State and action spaces are fully enumerable and transparent, making it easy to track agent behavior, transitions, and environment evolution step-by-step.

🧩 Modular and Customizable

Variables and reward structures can be modified in isolation, enabling controlled experimentation. Easily change grid size, agent behavior, episode length, reward schemes, and terminal conditions.

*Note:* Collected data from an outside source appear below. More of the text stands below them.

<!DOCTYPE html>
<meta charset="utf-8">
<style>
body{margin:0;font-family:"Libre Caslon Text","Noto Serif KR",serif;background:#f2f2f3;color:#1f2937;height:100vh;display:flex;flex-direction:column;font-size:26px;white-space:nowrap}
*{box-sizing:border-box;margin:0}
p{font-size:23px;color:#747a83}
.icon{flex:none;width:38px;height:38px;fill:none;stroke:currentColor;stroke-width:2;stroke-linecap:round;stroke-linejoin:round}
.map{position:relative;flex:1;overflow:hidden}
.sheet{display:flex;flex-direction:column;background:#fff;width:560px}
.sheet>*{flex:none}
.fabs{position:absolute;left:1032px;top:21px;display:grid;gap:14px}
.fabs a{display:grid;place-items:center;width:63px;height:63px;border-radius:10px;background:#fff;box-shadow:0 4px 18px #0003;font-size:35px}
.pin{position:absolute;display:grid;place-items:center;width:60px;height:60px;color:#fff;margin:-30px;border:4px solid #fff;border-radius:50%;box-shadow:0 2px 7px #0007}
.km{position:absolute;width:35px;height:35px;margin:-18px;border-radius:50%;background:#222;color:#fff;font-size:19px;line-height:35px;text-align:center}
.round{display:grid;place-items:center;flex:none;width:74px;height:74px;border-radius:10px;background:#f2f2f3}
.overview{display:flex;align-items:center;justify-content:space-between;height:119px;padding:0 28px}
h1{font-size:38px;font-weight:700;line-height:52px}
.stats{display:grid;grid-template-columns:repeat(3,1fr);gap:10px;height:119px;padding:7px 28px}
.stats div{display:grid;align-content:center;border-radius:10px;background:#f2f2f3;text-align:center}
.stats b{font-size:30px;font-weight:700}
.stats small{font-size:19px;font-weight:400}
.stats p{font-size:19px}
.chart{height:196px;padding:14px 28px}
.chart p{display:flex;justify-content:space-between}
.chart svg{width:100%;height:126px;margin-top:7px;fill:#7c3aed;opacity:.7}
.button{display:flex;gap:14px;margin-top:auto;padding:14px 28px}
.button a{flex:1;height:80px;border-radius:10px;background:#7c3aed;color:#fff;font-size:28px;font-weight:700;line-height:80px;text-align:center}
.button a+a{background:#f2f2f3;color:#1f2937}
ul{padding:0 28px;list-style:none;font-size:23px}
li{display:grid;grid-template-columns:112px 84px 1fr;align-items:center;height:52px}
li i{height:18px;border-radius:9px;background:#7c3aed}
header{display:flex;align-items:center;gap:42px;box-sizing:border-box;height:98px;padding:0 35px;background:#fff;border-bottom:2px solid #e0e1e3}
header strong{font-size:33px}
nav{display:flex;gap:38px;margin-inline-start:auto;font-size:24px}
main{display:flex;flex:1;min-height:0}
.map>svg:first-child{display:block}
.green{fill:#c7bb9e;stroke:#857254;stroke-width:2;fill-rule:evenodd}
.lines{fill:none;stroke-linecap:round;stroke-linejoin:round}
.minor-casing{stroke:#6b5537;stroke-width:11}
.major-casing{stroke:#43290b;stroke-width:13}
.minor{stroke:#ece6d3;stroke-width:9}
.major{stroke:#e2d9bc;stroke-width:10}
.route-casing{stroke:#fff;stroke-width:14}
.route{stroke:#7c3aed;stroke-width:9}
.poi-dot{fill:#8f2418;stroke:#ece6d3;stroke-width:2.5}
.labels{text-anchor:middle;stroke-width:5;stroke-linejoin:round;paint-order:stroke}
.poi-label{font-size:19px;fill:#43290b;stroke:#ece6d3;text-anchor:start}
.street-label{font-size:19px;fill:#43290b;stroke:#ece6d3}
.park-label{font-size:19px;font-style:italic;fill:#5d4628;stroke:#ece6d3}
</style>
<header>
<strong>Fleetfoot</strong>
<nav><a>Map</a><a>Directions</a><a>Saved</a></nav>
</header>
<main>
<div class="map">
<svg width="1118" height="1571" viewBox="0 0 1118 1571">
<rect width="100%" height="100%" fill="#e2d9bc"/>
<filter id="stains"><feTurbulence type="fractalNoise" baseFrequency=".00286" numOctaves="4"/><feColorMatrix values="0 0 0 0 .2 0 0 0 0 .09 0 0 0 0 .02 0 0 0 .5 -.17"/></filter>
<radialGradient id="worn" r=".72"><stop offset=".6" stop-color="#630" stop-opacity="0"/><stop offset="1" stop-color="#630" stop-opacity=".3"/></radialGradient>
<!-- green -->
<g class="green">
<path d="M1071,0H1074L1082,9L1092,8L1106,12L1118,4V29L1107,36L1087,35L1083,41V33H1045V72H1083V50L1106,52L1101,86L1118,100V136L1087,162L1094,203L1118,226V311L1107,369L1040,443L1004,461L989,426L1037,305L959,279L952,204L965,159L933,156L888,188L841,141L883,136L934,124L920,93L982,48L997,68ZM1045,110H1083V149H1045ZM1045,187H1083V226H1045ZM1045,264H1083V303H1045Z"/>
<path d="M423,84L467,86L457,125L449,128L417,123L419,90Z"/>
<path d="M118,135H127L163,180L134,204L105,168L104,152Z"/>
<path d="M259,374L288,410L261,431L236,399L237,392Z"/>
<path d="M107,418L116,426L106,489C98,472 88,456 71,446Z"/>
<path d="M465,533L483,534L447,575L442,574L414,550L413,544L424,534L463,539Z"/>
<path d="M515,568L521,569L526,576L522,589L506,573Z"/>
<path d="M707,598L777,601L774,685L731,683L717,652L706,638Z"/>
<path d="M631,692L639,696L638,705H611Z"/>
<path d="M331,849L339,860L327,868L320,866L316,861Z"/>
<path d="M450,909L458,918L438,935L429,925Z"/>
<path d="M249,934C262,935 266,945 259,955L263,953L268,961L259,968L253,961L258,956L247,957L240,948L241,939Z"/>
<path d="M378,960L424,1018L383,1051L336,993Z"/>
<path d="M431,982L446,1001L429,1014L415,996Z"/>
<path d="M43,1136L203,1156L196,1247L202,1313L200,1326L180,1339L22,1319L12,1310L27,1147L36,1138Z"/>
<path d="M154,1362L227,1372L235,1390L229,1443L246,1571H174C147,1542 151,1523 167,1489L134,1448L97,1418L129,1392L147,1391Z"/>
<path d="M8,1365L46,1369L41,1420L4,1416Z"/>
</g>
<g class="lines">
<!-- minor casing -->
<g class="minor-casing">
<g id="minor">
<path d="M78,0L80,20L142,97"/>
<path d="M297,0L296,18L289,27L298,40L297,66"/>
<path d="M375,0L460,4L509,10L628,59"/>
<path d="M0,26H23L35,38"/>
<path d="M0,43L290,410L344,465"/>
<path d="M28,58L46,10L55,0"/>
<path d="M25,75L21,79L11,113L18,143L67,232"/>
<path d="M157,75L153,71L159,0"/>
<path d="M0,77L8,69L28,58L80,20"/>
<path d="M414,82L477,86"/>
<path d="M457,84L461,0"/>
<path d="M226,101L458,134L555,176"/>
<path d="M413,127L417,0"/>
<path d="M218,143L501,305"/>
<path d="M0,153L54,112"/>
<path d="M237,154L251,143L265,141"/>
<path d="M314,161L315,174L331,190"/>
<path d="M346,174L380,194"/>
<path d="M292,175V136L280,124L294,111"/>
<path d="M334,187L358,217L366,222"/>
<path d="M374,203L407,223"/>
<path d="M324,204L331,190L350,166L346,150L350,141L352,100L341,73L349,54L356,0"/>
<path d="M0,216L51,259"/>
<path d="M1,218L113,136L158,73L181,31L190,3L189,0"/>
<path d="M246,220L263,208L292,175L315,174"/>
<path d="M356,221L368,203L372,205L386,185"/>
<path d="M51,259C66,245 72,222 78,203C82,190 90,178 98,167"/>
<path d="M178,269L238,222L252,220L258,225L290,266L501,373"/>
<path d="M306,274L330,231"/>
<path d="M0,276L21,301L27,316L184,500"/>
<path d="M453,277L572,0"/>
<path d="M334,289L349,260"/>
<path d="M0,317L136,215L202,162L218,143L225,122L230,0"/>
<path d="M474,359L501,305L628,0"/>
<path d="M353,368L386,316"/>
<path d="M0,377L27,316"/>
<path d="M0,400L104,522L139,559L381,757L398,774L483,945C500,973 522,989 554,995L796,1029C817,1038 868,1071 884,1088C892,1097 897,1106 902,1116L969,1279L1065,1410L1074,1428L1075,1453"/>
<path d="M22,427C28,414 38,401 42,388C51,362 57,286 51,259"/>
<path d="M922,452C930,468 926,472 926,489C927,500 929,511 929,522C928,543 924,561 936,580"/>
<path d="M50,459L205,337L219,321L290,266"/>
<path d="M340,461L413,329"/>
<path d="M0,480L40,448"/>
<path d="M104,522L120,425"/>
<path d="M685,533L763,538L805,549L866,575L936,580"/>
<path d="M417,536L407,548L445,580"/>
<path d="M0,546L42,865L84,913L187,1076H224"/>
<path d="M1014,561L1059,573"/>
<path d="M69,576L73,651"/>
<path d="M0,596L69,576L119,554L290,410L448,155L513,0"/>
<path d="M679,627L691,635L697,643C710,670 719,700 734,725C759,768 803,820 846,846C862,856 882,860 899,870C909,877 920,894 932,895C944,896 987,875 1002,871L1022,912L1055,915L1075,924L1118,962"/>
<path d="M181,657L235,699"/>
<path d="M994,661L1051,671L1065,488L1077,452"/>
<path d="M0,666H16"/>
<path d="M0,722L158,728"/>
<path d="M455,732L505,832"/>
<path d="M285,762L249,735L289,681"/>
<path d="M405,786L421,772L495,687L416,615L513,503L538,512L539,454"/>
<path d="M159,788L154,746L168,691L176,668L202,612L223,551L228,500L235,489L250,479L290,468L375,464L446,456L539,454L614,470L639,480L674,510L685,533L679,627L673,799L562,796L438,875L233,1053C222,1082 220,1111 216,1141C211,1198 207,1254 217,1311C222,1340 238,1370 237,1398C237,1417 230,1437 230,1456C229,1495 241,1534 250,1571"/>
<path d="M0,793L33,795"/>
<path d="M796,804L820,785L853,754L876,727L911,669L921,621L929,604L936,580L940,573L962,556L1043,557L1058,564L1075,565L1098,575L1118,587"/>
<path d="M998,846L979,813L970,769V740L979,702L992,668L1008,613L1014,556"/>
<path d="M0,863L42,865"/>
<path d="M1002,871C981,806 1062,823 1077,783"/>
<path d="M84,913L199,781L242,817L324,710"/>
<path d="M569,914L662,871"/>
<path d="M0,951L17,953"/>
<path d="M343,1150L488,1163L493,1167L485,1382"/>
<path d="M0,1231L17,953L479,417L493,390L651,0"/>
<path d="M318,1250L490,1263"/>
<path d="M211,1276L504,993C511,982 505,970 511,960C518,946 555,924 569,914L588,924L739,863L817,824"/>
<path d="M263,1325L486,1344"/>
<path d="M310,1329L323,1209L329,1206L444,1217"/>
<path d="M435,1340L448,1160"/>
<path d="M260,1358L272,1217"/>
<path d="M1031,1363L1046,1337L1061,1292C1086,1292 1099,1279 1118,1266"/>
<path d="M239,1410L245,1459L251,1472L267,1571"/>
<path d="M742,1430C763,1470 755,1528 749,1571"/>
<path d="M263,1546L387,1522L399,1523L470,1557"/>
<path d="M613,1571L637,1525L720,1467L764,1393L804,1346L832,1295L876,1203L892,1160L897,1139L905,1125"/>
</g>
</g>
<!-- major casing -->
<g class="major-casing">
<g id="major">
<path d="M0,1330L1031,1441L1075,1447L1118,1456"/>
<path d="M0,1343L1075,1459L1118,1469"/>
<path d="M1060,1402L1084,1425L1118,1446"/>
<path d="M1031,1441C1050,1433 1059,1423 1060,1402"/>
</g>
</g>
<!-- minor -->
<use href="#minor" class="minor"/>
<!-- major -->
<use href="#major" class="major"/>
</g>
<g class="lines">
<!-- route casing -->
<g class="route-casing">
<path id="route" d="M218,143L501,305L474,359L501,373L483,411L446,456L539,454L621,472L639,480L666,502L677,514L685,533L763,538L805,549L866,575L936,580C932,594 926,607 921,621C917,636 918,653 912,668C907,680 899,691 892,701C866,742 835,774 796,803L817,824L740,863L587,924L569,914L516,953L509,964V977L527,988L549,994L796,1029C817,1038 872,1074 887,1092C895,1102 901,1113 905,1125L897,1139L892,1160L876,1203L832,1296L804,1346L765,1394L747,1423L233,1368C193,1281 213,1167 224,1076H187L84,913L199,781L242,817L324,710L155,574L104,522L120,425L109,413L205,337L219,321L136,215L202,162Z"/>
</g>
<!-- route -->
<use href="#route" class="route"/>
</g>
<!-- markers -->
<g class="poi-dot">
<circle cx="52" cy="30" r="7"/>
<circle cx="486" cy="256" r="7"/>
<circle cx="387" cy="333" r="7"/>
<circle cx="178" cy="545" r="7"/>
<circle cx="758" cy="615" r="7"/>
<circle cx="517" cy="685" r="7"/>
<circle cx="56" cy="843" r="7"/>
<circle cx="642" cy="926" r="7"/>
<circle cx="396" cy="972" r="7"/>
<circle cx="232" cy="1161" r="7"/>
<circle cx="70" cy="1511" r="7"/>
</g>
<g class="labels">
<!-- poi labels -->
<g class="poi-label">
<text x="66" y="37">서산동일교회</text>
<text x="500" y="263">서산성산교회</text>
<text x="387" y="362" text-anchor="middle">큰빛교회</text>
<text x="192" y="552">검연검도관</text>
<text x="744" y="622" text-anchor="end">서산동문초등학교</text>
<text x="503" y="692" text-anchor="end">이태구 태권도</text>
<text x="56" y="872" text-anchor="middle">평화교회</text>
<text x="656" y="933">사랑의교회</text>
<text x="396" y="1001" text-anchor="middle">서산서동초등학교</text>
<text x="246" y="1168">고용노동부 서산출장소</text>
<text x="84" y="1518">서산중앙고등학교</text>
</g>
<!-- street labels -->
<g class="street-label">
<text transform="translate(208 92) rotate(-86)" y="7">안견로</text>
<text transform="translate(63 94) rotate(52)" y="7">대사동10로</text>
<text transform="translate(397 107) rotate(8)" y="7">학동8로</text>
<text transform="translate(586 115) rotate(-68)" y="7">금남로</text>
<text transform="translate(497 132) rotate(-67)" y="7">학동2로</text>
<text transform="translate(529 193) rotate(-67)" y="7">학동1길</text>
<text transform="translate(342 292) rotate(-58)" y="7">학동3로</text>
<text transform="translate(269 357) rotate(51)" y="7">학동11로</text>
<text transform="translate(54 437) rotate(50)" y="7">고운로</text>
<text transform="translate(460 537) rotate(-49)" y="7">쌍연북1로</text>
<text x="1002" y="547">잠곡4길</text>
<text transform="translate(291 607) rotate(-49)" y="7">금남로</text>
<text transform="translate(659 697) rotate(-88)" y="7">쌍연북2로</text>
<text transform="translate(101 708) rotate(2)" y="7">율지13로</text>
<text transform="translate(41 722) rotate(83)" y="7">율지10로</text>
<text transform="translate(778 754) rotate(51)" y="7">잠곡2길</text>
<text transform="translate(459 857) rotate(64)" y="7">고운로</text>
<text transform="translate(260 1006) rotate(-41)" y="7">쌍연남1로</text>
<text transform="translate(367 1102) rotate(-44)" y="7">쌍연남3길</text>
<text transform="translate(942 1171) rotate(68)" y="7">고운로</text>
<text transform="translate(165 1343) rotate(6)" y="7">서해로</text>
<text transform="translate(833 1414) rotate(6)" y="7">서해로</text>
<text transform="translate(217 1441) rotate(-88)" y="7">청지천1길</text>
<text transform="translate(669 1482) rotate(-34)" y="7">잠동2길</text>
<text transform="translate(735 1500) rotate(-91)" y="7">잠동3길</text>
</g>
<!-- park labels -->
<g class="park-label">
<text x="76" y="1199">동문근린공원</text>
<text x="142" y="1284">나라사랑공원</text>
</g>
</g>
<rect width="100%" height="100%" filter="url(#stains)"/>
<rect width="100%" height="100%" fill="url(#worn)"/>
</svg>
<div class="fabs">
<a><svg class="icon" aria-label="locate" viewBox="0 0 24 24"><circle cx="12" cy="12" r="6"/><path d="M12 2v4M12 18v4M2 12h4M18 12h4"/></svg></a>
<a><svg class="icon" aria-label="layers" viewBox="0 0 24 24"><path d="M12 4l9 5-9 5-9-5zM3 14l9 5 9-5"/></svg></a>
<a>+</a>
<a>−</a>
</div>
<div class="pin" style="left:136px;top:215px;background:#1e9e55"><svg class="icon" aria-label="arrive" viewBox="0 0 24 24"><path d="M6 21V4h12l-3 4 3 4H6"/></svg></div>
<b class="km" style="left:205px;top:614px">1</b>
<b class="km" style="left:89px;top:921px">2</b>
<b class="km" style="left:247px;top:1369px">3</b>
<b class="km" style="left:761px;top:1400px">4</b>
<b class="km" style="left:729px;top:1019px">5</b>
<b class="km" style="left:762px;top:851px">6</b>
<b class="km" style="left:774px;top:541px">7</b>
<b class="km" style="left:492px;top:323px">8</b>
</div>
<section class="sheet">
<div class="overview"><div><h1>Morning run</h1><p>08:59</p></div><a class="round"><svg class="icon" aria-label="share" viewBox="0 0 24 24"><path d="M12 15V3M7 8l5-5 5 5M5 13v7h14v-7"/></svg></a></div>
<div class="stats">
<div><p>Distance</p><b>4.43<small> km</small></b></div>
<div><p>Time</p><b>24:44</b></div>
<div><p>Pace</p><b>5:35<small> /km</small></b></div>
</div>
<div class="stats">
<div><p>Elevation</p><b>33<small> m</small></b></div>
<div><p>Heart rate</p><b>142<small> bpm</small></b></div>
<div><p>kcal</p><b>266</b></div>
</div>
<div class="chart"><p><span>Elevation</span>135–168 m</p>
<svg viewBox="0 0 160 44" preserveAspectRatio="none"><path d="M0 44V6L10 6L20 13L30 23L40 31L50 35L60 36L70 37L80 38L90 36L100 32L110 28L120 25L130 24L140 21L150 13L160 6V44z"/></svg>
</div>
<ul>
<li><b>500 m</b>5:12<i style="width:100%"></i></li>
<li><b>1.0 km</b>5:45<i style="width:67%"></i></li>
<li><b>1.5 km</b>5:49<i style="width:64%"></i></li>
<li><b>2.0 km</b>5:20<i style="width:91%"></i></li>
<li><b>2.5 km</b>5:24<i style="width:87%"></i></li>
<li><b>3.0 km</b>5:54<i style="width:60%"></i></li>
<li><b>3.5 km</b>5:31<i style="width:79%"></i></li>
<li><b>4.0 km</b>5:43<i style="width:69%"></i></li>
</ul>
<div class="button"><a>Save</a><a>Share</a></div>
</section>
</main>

🧪 Built for Rigorous Experimentation

Reproducible ablation experiments are supported by design. The codebase encourages transparency, logging, and clear interpretation of learning dynamics.


Quick Start

Installation

Clone the repository:

git clone https://github.com/ProValarous/Predator-Prey-Archetype-Gridworld-Environment.git
cd Predator-Prey-Archetype-Gridworld-Environment

Install dependencies:

pip install -r requirements.txt

Minimal Example

from multi_agent_package.gridworld import GridWorldEnv
from multi_agent_package.agents import Agent

# Define agents (type, team, name)
predator = Agent("predator", "predator_1", "Hunter")
prey = Agent("prey", "prey_1", "Runner")

# Create environment
env = GridWorldEnv(
    agents=[predator, prey],
    size=8,
    render_mode="human"
)

# Run a single episode
obs, info = env.reset(seed=42)
done = False

while not done:
    actions = {
        "Hunter": env.action_space.sample(),
        "Runner": env.action_space.sample()
    }
    result = env.step(actions)
    done = result["done"]

env.close()

Citation

If you use this environment in your research, teaching, or project, please cite it using the following BibTeX:

@misc{predatorpreygridworld,
  author       = {Ahmed Atif},
  title        = {Predator-Prey Gridworld Environment},
  year         = {2025},
  howpublished = {\url{https://github.com/ProValarous/Predator-Prey-Gridworld-Environment}},
  note         = {A discrete testbed for studying Multi-Agent Reinforcement Learning dynamics.}
}

License

This project is licensed under the Apache-2.0 License.